Your objective. Please list all lines of the material below in which the string "body" occurs.
=== Begin Enclosure ===
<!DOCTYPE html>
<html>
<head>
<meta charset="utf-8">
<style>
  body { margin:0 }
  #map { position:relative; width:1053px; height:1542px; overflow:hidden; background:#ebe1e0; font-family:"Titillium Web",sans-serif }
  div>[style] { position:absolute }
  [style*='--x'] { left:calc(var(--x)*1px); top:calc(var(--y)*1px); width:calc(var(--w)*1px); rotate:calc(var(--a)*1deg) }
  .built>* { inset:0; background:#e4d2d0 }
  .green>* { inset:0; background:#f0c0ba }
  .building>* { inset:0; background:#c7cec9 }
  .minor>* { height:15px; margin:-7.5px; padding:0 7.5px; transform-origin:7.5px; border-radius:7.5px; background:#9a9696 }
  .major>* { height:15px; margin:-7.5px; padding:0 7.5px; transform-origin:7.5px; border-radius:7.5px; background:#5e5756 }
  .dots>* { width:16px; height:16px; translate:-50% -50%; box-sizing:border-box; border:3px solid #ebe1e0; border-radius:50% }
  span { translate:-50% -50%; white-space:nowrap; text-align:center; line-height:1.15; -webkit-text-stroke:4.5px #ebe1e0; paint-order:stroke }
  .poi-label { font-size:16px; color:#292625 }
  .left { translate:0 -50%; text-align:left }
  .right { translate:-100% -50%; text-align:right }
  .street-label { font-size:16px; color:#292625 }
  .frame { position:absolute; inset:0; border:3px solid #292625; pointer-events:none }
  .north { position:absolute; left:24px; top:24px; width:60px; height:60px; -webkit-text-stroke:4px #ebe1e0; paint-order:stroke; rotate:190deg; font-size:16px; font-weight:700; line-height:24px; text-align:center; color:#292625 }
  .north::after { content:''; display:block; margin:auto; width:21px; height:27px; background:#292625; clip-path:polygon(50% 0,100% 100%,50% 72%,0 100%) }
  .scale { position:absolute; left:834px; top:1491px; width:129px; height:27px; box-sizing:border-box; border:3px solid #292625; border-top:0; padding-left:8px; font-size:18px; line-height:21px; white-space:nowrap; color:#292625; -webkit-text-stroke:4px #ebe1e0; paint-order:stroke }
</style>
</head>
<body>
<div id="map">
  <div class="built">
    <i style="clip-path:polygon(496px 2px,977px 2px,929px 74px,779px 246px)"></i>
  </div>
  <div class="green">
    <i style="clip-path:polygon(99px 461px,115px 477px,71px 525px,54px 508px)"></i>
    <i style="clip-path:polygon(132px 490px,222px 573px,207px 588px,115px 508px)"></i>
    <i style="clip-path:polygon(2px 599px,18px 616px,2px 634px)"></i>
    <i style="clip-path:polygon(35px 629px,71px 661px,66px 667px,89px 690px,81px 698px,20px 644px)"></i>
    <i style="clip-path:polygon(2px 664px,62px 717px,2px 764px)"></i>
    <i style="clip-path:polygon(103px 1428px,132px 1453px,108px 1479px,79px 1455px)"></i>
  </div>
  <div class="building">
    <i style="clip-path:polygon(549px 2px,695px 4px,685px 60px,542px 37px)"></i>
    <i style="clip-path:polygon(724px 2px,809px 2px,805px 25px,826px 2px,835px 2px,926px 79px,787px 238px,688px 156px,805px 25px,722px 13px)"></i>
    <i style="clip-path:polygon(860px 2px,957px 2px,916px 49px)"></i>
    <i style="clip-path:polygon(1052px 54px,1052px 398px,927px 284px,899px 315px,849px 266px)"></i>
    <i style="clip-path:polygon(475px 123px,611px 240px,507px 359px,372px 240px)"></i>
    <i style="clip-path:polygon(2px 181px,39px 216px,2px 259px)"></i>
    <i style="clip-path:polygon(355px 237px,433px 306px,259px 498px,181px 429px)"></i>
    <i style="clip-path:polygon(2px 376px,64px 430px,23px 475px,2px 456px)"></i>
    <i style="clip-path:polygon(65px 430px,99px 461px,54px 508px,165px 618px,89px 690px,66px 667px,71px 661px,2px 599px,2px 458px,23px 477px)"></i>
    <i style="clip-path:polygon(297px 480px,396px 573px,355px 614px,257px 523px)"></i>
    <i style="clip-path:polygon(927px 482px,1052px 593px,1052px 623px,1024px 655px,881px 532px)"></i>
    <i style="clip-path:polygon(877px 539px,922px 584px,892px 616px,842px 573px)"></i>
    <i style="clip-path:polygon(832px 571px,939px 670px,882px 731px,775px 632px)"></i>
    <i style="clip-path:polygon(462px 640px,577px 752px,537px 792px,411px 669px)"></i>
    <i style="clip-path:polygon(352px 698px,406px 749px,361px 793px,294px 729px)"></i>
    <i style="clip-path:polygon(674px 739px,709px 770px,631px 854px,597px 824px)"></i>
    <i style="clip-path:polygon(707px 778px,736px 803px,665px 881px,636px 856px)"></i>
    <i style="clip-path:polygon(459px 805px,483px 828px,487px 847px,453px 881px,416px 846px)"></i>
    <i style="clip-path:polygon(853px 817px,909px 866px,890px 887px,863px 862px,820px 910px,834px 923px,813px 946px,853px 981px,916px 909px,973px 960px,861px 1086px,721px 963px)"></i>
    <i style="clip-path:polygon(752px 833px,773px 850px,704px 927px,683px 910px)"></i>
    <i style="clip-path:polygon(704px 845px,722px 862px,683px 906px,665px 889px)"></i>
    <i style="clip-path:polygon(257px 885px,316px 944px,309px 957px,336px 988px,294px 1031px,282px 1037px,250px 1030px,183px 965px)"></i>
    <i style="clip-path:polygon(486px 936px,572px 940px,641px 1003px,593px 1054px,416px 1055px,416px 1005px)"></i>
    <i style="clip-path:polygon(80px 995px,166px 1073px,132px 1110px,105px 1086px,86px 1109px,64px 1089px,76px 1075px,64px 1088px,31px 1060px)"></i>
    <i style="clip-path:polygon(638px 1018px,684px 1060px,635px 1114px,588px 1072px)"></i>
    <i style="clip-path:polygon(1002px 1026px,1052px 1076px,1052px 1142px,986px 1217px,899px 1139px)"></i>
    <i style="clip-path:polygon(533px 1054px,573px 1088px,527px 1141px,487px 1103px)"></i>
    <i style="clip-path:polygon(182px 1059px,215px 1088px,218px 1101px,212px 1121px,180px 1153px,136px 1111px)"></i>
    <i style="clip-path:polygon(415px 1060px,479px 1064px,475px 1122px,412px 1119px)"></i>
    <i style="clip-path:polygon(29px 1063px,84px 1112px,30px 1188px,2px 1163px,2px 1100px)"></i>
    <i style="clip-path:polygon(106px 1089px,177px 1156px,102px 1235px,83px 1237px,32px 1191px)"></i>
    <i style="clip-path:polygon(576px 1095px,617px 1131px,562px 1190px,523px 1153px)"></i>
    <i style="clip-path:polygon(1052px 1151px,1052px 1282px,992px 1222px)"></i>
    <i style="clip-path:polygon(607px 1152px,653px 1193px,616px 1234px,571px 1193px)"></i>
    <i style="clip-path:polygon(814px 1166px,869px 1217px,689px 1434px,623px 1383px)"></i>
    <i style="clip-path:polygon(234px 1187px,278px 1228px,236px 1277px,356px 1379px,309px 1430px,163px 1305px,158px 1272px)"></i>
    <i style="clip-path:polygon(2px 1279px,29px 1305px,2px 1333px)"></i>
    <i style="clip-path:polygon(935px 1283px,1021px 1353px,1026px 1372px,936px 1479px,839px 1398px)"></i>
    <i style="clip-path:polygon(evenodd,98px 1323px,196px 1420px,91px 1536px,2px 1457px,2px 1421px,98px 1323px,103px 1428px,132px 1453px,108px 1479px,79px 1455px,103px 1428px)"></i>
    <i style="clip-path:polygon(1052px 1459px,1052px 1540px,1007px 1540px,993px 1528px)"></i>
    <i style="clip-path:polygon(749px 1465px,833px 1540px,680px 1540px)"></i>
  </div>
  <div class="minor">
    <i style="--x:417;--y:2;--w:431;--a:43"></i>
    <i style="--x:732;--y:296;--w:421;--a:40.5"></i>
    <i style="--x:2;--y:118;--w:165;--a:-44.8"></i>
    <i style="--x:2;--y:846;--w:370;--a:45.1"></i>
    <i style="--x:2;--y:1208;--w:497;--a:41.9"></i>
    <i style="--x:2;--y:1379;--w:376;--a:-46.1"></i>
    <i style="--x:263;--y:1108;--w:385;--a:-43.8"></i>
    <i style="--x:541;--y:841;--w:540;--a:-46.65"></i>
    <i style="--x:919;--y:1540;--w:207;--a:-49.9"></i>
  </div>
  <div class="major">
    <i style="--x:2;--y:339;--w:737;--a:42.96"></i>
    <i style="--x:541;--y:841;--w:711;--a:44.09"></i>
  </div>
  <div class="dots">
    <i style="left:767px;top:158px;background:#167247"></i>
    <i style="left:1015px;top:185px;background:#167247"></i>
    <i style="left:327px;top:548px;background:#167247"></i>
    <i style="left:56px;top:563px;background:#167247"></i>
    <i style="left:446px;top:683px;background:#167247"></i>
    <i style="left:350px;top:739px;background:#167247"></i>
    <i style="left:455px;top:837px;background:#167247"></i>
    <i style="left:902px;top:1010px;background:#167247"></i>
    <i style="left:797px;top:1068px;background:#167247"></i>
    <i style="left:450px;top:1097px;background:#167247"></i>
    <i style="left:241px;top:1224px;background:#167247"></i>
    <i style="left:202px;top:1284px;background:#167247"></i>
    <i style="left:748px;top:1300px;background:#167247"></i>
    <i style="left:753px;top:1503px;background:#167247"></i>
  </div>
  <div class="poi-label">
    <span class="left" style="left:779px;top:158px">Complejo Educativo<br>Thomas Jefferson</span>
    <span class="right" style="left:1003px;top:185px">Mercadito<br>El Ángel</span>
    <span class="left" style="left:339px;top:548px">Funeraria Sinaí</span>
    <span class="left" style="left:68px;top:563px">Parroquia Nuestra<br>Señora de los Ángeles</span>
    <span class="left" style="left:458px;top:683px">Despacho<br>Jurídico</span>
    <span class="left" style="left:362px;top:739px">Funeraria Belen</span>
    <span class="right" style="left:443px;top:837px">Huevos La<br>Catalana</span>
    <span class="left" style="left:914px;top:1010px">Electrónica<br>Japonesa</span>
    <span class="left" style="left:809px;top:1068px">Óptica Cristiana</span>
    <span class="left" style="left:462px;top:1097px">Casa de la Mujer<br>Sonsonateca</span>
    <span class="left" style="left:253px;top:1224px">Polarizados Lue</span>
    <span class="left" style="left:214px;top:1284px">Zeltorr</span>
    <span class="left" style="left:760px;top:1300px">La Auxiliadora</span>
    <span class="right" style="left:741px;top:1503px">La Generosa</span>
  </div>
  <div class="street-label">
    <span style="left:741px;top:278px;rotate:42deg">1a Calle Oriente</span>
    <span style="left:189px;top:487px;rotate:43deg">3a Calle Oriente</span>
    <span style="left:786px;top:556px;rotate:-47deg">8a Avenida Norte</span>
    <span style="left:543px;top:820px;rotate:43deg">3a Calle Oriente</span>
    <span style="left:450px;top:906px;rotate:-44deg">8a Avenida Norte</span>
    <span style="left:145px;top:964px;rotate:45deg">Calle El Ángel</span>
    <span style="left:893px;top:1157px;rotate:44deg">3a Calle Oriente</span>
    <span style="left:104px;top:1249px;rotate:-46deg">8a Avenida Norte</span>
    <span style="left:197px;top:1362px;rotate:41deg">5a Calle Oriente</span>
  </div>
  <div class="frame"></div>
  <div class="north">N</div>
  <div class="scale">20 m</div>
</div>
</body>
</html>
=== End Enclosure ===
=== Begin Enclosure ===
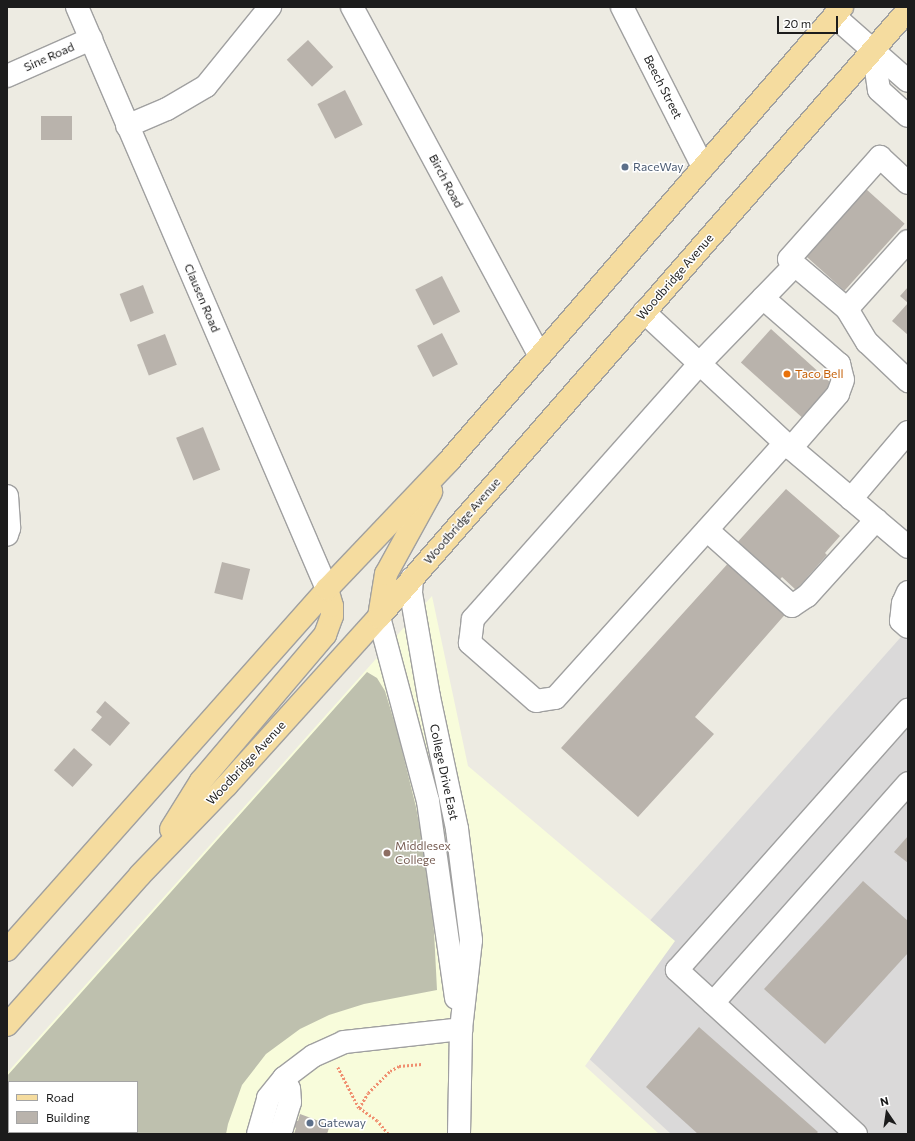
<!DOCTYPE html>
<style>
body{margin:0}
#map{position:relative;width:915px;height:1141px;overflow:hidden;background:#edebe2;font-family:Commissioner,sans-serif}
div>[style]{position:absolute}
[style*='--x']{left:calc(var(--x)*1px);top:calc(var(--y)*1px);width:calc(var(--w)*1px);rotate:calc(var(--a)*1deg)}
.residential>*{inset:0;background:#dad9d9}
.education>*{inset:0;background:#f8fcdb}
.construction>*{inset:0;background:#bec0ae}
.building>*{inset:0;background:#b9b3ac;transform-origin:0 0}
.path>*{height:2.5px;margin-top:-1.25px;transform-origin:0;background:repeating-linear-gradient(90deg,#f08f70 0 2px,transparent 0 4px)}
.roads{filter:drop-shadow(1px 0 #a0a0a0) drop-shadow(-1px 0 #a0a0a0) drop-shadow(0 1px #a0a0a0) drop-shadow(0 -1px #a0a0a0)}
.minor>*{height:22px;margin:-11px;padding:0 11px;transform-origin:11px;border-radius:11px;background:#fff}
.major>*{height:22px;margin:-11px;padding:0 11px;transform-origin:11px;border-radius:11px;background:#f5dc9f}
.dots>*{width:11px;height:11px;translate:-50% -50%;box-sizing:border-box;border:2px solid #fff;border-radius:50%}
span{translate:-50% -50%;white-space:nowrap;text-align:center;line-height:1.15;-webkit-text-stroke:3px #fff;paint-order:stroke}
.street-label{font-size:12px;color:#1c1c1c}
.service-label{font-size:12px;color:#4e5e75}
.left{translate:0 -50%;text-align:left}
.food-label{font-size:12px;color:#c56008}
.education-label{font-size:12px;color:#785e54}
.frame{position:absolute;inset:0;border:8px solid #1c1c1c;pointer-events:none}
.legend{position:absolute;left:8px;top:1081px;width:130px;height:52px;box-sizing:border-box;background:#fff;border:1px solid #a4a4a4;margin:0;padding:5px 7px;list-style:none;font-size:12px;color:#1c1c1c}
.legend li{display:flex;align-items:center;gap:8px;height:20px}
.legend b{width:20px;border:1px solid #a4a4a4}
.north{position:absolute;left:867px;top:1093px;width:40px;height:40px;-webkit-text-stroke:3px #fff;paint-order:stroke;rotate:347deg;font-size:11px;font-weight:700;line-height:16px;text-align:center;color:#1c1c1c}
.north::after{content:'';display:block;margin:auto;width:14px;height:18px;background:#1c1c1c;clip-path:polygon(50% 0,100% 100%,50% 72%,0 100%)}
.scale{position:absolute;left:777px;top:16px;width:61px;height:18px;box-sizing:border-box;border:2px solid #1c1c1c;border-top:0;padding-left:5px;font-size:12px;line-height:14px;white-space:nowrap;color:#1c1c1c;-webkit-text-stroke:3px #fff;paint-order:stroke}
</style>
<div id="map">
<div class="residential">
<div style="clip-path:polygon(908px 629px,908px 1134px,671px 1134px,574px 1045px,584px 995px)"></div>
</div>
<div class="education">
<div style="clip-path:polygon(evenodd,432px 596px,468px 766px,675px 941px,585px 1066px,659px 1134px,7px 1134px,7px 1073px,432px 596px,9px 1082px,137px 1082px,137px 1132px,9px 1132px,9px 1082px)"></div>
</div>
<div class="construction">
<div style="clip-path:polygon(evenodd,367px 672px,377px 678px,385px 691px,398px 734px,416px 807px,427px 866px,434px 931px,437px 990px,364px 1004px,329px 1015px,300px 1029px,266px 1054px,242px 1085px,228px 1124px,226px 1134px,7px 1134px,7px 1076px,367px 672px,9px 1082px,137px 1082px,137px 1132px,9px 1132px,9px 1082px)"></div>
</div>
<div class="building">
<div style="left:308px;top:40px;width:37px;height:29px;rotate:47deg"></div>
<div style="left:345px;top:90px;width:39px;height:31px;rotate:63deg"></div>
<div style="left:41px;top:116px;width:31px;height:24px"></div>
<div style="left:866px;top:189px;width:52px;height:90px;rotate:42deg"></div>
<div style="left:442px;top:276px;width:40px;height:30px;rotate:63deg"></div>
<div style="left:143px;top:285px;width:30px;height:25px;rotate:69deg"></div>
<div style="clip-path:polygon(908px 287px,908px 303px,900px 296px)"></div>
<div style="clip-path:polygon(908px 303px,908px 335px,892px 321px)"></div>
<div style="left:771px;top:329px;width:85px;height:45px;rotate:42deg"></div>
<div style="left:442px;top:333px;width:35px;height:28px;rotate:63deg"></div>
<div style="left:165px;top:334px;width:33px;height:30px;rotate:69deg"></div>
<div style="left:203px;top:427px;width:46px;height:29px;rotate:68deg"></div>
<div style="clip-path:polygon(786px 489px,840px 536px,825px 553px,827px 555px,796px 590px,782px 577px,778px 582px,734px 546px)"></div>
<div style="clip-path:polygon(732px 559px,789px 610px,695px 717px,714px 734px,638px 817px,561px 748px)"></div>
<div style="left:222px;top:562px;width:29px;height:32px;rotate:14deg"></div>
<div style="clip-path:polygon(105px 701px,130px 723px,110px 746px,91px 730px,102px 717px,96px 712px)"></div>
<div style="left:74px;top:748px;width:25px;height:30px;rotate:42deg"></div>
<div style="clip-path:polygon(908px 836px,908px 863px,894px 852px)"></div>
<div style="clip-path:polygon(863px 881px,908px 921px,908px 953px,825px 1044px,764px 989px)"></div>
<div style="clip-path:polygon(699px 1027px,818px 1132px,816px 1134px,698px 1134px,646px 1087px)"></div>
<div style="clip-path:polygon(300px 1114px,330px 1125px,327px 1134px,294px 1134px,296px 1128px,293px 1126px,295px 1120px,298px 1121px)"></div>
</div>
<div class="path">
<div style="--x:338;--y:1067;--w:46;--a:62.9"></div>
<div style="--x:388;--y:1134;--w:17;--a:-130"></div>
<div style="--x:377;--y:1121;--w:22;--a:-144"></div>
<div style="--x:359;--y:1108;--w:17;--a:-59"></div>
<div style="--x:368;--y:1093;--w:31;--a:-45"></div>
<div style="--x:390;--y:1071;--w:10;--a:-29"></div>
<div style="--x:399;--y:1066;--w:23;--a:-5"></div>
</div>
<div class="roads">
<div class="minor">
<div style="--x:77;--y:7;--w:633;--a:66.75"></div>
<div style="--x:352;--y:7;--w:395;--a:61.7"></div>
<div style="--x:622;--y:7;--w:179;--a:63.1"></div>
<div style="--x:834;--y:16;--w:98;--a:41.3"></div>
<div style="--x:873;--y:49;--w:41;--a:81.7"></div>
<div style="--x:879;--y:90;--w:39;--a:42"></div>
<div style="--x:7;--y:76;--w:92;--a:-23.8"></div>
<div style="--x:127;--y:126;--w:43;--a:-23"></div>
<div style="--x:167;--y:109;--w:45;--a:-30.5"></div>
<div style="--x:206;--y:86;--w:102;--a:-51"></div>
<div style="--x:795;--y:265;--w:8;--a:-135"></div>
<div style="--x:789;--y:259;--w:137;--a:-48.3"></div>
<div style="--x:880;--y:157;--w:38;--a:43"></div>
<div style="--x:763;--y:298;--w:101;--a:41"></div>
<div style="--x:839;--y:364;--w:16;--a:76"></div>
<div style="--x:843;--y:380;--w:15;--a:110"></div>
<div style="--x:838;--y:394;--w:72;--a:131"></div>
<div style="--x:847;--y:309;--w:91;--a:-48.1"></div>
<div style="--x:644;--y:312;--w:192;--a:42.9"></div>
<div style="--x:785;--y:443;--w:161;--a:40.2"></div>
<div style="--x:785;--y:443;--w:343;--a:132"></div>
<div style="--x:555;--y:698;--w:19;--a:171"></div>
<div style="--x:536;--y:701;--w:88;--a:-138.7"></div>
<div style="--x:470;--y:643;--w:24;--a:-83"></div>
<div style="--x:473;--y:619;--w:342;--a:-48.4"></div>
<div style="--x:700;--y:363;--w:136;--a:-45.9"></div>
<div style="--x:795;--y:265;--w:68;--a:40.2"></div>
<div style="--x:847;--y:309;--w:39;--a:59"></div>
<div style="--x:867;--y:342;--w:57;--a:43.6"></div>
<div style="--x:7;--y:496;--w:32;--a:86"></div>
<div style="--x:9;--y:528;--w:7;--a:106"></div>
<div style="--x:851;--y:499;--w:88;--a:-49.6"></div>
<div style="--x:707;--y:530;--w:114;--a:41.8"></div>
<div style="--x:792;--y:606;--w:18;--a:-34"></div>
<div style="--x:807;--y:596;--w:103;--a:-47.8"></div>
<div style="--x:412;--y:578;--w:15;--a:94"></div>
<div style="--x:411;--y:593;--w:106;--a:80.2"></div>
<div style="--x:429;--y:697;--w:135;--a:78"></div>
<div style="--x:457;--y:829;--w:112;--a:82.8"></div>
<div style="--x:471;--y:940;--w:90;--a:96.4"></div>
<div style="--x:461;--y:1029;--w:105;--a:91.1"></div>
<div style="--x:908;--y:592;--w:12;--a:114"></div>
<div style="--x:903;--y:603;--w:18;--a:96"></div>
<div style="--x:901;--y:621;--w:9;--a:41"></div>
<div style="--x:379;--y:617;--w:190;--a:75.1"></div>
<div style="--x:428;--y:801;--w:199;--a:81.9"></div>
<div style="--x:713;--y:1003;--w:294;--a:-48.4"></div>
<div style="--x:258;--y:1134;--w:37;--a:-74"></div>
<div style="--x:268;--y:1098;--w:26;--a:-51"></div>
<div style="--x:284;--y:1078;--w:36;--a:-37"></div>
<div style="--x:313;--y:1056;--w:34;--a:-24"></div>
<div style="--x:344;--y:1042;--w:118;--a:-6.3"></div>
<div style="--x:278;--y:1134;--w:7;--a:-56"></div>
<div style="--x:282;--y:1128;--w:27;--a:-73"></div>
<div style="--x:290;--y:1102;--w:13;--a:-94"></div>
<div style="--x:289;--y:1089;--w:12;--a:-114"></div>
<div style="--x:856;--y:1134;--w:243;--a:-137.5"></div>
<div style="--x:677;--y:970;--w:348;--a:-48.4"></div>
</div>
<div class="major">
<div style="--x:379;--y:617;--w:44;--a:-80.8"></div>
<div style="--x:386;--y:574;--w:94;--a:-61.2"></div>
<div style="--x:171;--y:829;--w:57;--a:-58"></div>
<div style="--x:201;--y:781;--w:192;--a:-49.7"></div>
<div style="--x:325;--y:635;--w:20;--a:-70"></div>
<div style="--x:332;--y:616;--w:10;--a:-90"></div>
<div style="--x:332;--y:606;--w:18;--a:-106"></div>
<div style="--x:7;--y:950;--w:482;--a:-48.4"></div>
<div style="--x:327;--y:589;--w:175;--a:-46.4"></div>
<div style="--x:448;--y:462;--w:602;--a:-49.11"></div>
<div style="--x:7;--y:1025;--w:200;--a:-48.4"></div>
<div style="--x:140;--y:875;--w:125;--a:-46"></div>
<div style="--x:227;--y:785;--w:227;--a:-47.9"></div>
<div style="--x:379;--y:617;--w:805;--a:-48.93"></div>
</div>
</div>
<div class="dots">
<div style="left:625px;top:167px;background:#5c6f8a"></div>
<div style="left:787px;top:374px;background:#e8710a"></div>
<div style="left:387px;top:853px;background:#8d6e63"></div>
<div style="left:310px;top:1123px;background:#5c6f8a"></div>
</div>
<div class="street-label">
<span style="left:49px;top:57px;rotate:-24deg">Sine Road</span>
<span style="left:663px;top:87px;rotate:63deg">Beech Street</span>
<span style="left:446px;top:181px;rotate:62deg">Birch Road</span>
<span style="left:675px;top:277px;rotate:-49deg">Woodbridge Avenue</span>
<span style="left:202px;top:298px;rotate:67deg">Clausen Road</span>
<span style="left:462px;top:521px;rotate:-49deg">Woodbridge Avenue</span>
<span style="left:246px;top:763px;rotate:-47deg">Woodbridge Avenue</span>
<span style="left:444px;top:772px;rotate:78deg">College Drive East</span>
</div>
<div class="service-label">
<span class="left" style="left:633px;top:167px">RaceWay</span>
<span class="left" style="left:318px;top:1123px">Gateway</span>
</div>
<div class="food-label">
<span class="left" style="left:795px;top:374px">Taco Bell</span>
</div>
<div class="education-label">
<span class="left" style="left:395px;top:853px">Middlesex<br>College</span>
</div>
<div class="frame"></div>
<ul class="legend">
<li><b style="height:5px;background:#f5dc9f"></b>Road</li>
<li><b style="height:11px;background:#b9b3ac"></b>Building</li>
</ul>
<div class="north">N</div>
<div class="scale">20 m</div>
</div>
=== End Enclosure ===
Reply to the task.
  body { margin:0 }
<body>
</body>
body{margin:0}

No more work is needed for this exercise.